[WHAT THE TASK REQUIRES]:
Your answer must be an exact copy of the entries, containing no images.

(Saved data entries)
▼▼▼

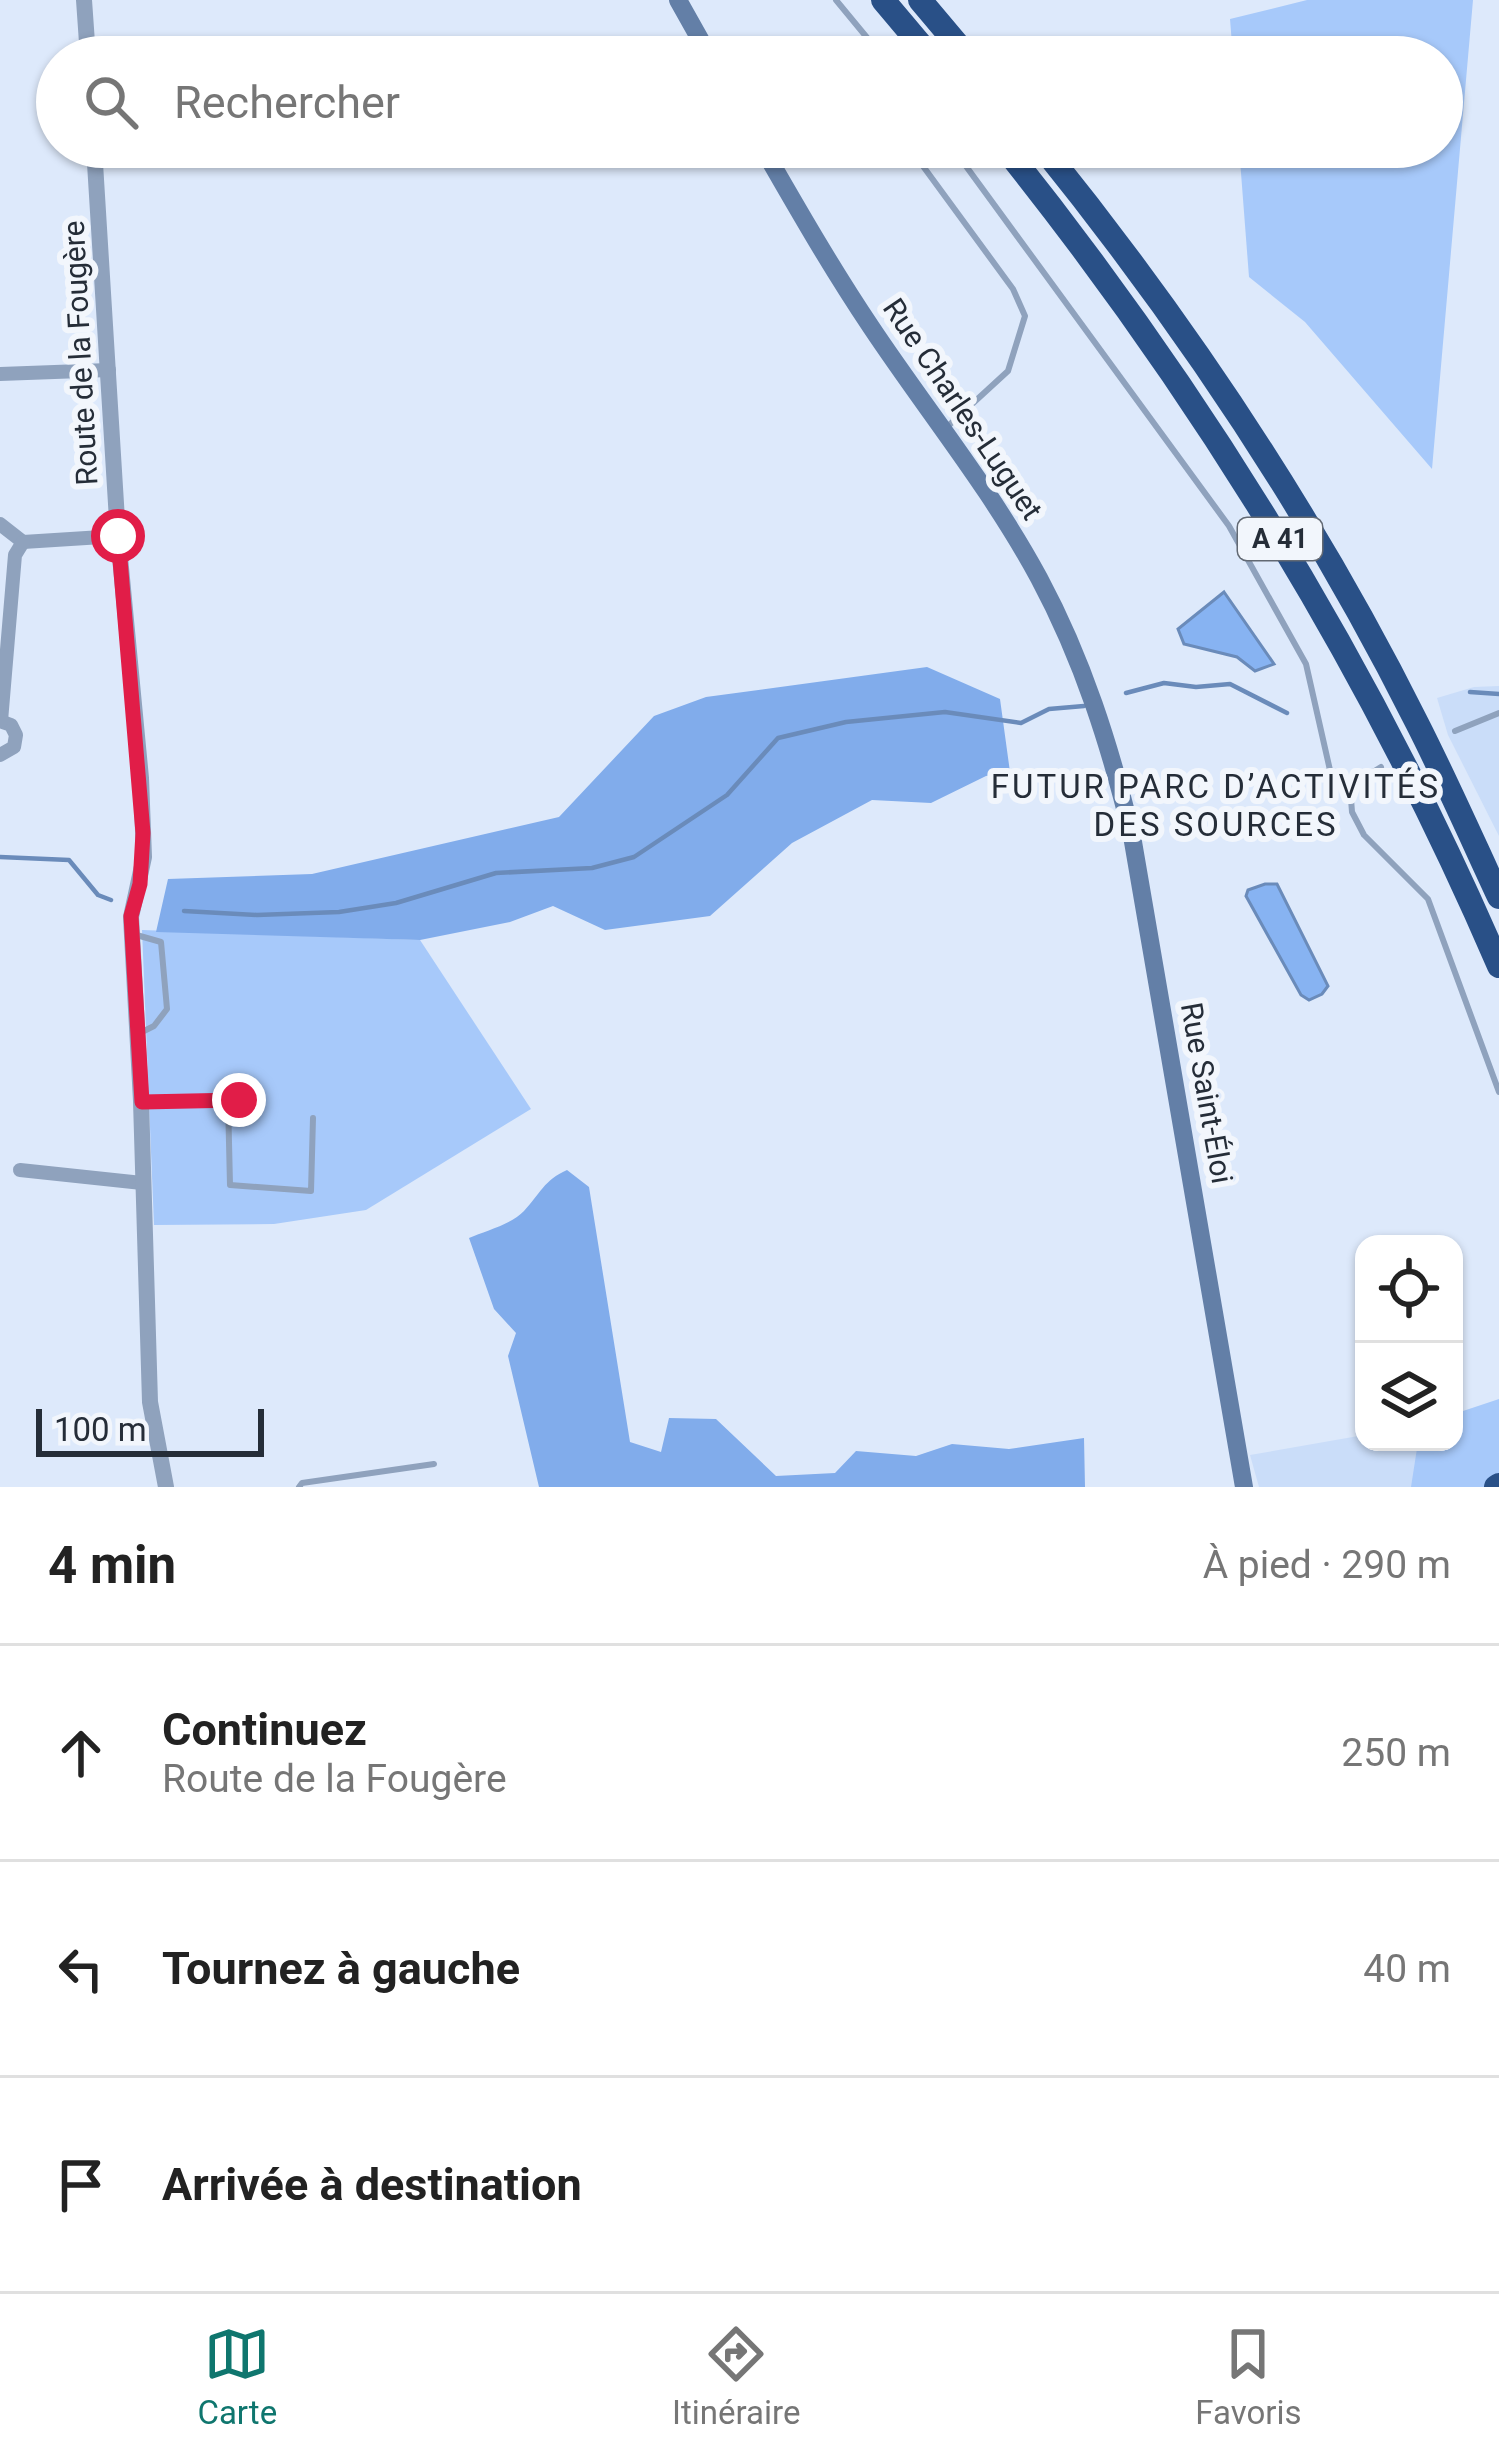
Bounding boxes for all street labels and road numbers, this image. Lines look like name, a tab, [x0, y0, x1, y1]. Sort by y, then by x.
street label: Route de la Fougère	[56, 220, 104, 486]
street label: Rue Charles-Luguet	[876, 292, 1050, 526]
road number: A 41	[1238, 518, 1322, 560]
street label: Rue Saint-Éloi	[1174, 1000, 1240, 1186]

▲▲▲

[OUTPUT FOR THIS TASK]:
Bounding boxes for all street labels and road numbers, this image. Lines look like name, a tab, [x0, y0, x1, y1]. Sort by y, then by x.
street label: Route de la Fougère	[56, 220, 104, 486]
street label: Rue Charles-Luguet	[876, 292, 1050, 526]
road number: A 41	[1238, 518, 1322, 560]
street label: Rue Saint-Éloi	[1174, 1000, 1240, 1186]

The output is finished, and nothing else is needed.